> AIM OF THE TASK: Restate word for word the lines of the data below, from the first through the one that has "position:relative; width:403px; height:996px;".

[DATA FOR THE TASK — start]

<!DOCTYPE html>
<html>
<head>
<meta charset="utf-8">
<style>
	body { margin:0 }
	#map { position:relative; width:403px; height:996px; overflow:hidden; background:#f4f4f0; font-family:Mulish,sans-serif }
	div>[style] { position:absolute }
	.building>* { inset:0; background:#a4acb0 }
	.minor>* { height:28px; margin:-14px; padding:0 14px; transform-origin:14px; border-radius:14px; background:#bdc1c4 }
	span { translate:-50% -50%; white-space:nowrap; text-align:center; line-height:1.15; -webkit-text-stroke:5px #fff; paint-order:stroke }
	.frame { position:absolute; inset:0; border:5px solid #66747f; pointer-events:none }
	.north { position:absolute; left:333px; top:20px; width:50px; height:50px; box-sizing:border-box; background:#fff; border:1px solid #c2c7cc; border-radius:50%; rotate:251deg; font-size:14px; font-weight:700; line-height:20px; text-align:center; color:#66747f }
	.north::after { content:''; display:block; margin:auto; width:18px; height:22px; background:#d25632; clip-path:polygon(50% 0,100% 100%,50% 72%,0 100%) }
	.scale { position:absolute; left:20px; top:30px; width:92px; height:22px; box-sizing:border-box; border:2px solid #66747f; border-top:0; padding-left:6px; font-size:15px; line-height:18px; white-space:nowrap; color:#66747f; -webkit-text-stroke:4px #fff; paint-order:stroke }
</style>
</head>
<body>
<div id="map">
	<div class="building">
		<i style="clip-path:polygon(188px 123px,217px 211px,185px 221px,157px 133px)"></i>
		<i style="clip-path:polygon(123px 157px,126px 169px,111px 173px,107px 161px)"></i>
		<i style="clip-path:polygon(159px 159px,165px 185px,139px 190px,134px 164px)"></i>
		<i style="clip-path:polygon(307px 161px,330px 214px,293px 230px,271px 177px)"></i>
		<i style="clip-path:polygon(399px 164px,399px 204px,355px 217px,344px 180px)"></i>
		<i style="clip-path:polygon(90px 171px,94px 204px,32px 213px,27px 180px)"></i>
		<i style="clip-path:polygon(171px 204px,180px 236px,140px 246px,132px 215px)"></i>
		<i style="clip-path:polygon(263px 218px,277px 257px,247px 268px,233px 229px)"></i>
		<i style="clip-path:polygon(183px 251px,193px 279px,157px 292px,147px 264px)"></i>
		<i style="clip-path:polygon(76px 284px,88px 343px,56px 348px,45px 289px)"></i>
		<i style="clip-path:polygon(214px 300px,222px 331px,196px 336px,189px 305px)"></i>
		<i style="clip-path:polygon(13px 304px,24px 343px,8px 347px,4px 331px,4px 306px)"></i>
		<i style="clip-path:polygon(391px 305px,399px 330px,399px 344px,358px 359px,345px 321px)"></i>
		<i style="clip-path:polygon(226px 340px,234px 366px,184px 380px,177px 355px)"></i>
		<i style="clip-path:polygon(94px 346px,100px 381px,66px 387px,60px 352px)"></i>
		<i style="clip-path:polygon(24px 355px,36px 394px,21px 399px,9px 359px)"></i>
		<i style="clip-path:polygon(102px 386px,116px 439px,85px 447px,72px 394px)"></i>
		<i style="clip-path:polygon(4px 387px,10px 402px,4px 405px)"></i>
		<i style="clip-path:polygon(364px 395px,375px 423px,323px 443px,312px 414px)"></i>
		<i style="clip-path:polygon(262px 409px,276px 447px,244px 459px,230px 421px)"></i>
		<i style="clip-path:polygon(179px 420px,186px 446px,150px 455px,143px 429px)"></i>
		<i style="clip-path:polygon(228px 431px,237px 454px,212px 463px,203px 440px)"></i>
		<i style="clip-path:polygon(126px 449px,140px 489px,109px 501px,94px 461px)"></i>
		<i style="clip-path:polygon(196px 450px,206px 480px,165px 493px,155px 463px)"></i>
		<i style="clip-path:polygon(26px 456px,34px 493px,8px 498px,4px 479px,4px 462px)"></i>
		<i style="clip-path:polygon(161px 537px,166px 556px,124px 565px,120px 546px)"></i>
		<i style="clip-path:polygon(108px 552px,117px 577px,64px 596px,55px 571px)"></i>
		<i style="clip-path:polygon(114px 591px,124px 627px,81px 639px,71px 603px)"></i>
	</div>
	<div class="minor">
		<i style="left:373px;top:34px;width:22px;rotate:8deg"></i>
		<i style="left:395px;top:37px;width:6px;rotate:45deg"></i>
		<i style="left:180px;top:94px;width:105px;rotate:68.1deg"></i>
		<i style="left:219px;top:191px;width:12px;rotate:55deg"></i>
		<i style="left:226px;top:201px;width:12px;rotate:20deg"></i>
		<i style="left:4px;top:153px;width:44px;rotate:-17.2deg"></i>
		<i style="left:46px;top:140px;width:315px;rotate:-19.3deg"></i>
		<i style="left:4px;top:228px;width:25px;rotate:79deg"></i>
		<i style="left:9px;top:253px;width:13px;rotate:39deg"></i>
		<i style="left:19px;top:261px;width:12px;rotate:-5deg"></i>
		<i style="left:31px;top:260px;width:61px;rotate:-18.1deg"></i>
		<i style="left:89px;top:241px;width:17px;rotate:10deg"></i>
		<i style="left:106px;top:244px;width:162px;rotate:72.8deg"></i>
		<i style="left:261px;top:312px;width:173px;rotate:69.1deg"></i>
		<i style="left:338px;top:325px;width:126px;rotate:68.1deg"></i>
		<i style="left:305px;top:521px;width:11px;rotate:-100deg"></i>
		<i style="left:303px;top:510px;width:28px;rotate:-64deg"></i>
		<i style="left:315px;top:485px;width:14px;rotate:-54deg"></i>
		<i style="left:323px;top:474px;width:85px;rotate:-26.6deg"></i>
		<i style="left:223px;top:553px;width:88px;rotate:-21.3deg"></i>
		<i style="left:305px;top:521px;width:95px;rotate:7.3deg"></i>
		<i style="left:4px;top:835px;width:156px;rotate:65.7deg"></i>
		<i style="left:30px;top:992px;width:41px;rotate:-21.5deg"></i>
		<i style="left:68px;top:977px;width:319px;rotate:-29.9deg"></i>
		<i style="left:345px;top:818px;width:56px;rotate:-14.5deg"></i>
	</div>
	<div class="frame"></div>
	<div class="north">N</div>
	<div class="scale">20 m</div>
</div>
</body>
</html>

[DATA FOR THE TASK — finish]

> RESPONSE:
<!DOCTYPE html>
<html>
<head>
<meta charset="utf-8">
<style>
	body { margin:0 }
	#map { position:relative; width:403px; height:996px; overflow:hidden; background:#f4f4f0; font-family:Mulish,sans-serif }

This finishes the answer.